Retreat Week for the Sisters
Homilies from the Past
The image of God that we see (hear) in the words of Hosea today are decidedly tender. Hosea delivers a message to the children of Israel that depicts God as a loving parent who tenderly embraces a little child. Listening to these words is sure to evoke all sorts of emotions among parents.
As a priest, I will never know the parental emotions. At the same time, I am fortunate to have had a loving mother. My father died was I was very young, only six years of age. However, the faint memories I have of him are also those of a loving and doting parent. The good thing about the image of God that we hear today is that it can be appreciated from both sides – both from the perspective of a parent as well as that of a child.
There is much in the Hebrew Scriptures that portrays God as a judge, as a vengeful and jealous God. I think it is part of our human nature to view God in this fashion simply because we have too often been vengeful and jealous ourselves. We know how we would react or have reacted when we have been betrayed or abandoned by a loved one.

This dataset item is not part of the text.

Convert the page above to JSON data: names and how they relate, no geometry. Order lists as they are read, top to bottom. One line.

However, if we focus our sight on the person of Jesus, the very personification of God’s love for us, then the words that we hear in Hosea today make much more sense: “Yet it was I who taught Ephraim to walk, who took them in my arms; but they did not know that I cared for them. I drew them with human cords, with bands of love; I fostered them like those who raise an infant to their cheeks; I bent down to feed them” (Hosea 11:3-4). Jesus touched the lives of many people while he walked among us. The stories that have been handed down through the ages about him have been stories of love, of embrace, or tenderness.

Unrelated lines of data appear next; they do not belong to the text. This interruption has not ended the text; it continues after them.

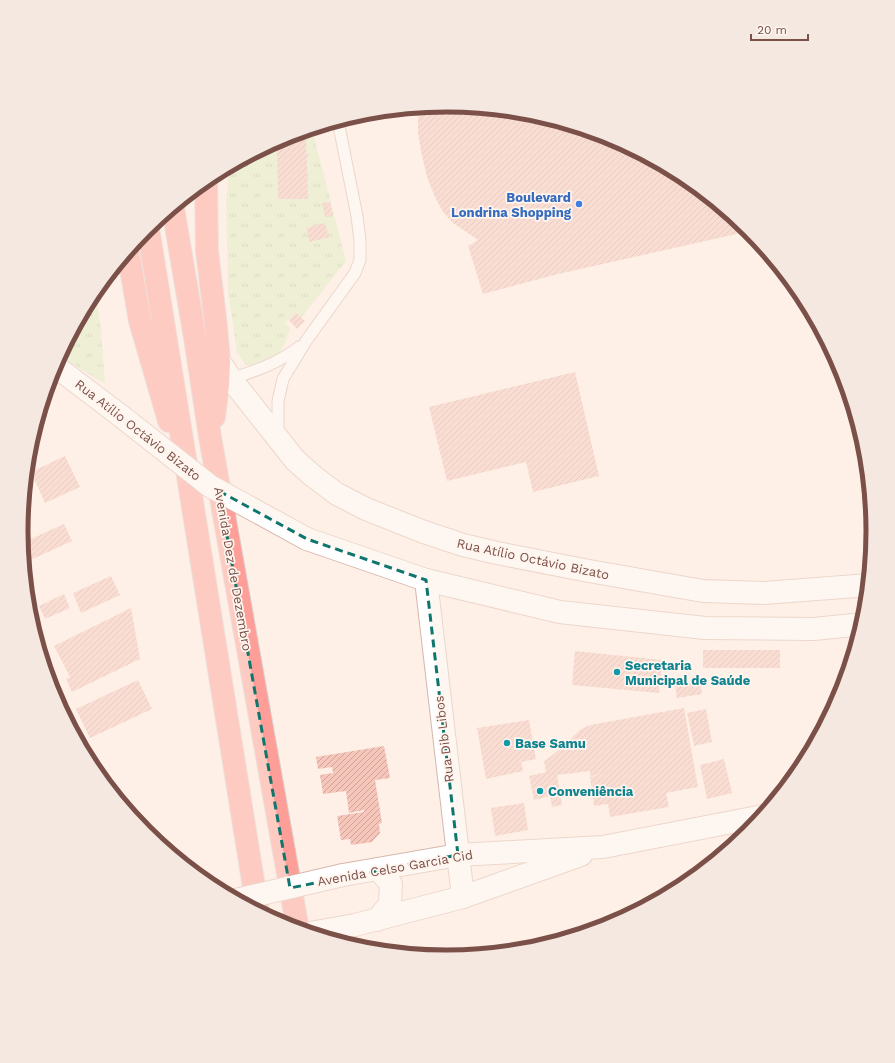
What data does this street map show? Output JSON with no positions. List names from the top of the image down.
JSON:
{
  "streets": {
    "highway": ["Avenida Dez de Dezembro"],
    "street": ["Rua Atílio Octávio Bizato", "Rua Dib Libos", "Avenida Celso Garcia Cid"]
  },
  "crossings": [
    ["Rua Atílio Octávio Bizato", "Rua Dib Libos"],
    ["Rua Dib Libos", "Avenida Celso Garcia Cid"]
  ],
  "places": [
    "Boulevard Londrina Shopping",
    "Secretaria Municipal de Saúde",
    "Base Samu",
    "Conveniência"
  ],
  "scale_bar": "20 m"
}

When Jesus sent the Twelve to preach the Good News, he asked them to carry his tender love for us with them wherever they went. Unfortunately, the apostles and we (their descendants) are not divine but human. Our challenge is to let the tenderness of God shine through our actions and to forsake the human emotions of vengeance and jealousy. If we are to be representatives of the Gospel, then we must be representatives of the tenderness of which Hosea speaks today.